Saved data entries
*** Begin section ***

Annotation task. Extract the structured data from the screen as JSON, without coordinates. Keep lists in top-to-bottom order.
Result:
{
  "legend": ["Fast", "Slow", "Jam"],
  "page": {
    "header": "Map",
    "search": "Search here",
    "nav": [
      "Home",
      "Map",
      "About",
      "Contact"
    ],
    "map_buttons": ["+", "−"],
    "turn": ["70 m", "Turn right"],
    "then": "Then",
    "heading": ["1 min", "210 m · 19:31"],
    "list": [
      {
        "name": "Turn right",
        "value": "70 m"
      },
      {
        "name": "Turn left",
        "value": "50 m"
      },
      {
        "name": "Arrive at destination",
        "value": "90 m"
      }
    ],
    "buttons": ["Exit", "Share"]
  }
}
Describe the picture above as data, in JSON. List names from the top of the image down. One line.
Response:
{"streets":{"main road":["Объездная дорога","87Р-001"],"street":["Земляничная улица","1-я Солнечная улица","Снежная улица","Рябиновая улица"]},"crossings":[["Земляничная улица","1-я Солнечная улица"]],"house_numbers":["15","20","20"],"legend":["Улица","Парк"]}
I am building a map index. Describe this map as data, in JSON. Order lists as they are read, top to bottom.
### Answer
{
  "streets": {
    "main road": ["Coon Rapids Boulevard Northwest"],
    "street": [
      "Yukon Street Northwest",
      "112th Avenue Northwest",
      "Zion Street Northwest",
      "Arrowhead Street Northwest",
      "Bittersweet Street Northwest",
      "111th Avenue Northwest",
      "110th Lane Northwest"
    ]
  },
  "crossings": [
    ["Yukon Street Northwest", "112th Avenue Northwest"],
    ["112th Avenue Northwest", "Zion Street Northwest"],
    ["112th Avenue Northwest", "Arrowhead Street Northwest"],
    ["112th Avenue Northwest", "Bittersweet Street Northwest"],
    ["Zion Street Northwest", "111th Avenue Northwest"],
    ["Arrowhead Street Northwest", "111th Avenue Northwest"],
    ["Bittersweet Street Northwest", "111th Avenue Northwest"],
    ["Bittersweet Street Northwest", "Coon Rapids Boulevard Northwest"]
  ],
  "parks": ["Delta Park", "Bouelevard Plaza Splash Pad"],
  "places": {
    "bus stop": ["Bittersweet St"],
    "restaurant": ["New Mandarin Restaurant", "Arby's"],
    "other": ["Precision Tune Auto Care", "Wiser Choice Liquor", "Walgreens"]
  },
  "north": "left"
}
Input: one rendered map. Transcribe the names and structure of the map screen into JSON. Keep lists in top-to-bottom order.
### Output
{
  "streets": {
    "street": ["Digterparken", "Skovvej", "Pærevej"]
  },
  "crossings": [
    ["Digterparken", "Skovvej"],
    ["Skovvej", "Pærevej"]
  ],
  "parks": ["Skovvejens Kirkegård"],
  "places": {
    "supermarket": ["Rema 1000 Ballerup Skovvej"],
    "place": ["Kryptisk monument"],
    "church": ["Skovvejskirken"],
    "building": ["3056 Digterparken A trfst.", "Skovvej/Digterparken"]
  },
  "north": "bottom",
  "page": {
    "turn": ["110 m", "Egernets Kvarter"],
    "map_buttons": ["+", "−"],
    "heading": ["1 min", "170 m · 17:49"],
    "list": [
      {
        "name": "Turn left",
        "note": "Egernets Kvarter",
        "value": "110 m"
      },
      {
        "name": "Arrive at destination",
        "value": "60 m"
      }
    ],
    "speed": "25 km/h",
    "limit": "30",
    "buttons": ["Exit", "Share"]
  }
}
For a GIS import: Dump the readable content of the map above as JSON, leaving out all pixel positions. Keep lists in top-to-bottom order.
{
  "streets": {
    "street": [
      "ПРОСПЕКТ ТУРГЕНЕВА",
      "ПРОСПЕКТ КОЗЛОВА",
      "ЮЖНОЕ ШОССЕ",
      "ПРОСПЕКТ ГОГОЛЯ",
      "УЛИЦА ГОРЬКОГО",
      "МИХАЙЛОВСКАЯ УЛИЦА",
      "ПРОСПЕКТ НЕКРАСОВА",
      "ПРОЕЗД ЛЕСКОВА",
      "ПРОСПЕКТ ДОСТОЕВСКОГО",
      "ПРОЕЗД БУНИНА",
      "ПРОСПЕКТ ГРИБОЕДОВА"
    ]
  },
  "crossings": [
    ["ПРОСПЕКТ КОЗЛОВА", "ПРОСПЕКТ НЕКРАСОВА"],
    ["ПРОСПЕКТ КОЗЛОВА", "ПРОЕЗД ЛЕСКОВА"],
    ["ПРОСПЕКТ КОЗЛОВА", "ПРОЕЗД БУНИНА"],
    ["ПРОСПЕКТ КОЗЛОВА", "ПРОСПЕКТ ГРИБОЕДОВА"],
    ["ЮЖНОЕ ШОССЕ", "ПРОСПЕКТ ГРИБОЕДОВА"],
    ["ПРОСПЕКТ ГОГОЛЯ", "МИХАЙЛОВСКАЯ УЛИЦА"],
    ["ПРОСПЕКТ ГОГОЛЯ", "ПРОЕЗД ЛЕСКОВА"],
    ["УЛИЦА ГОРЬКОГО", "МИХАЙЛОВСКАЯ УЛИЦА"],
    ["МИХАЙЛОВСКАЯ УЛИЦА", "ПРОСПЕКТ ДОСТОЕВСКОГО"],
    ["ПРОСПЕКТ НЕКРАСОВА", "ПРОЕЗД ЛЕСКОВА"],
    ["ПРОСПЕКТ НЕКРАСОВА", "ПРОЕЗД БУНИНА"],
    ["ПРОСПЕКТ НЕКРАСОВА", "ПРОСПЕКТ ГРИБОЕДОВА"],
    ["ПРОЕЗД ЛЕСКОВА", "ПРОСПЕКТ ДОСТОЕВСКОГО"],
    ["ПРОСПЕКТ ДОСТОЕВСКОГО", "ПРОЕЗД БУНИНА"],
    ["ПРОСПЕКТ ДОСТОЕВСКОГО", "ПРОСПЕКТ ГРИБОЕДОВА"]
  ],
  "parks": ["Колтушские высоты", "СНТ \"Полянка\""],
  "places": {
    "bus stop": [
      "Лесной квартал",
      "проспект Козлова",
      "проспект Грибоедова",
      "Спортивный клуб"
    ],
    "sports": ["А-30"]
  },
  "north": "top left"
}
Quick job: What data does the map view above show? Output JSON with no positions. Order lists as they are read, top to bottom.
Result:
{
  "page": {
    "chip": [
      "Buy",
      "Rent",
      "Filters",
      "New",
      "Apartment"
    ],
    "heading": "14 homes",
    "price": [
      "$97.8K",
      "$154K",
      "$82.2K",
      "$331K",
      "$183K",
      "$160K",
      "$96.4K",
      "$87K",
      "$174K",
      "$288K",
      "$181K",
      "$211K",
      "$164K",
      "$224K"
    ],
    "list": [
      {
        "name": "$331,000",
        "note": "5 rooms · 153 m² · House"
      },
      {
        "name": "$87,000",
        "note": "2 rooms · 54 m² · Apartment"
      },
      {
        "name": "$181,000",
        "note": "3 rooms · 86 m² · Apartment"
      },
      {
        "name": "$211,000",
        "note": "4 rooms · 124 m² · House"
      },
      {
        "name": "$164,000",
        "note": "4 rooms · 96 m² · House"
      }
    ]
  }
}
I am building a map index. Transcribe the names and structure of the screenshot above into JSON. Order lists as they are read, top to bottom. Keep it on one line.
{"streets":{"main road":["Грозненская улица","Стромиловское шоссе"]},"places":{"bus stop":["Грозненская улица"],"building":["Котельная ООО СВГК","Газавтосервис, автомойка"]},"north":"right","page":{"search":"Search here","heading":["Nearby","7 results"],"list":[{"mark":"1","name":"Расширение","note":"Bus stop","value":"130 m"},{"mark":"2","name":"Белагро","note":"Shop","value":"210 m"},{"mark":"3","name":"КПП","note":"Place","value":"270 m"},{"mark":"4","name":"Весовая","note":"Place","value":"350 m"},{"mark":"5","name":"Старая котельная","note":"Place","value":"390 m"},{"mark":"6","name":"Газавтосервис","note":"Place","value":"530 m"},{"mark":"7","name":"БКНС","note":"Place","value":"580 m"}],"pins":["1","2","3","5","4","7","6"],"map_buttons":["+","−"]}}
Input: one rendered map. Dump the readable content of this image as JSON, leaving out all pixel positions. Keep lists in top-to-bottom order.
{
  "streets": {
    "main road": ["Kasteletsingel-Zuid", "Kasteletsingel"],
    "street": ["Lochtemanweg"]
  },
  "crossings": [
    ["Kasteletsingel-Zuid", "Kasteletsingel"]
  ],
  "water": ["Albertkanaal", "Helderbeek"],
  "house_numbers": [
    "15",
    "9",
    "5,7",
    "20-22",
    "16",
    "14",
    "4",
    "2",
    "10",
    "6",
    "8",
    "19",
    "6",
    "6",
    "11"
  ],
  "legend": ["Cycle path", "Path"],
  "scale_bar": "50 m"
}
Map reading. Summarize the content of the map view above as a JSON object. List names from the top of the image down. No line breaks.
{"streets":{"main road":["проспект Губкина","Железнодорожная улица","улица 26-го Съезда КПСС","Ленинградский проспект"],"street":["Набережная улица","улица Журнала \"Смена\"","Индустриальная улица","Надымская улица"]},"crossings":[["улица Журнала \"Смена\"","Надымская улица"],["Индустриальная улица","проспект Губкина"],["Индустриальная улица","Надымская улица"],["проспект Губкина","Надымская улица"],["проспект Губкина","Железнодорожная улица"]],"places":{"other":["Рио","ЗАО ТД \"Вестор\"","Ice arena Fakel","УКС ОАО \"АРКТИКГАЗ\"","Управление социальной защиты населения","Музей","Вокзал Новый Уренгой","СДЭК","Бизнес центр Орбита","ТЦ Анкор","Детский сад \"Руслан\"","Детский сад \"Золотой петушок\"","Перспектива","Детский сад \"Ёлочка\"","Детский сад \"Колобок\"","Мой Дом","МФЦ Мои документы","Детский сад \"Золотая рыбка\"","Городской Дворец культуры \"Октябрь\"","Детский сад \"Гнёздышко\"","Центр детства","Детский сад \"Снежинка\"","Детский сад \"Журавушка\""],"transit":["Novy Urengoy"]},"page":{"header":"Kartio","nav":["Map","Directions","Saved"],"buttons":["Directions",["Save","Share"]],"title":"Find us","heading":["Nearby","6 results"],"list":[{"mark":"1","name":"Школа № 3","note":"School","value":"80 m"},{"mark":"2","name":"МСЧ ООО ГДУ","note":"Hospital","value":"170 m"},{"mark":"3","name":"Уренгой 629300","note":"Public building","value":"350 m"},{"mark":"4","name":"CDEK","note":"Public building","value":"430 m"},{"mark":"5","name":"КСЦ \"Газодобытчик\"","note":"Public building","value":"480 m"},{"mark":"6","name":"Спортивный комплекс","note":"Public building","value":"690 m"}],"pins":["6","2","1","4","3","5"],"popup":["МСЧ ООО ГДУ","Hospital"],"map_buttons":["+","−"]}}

*** End section ***

# What is needed
Transcribe only the lines from the beginning of the entries to the line with "I am building a map index. Describe", inclusive, exactly as written.

# Reply
Annotation task. Extract the structured data from the screen as JSON, without coordinates. Keep lists in top-to-bottom order.
Result:
{
  "legend": ["Fast", "Slow", "Jam"],
  "page": {
    "header": "Map",
    "search": "Search here",
    "nav": [
      "Home",
      "Map",
      "About",
      "Contact"
    ],
    "map_buttons": ["+", "−"],
    "turn": ["70 m", "Turn right"],
    "then": "Then",
    "heading": ["1 min", "210 m · 19:31"],
    "list": [
      {
        "name": "Turn right",
        "value": "70 m"
      },
      {
        "name": "Turn left",
        "value": "50 m"
      },
      {
        "name": "Arrive at destination",
        "value": "90 m"
      }
    ],
    "buttons": ["Exit", "Share"]
  }
}
Describe the picture above as data, in JSON. List names from the top of the image down. One line.
Response:
{"streets":{"main road":["Объездная дорога","87Р-001"],"street":["Земляничная улица","1-я Солнечная улица","Снежная улица","Рябиновая улица"]},"crossings":[["Земляничная улица","1-я Солнечная улица"]],"house_numbers":["15","20","20"],"legend":["Улица","Парк"]}
I am building a map index. Describe this map as data, in JSON. Order lists as they are read, top to bottom.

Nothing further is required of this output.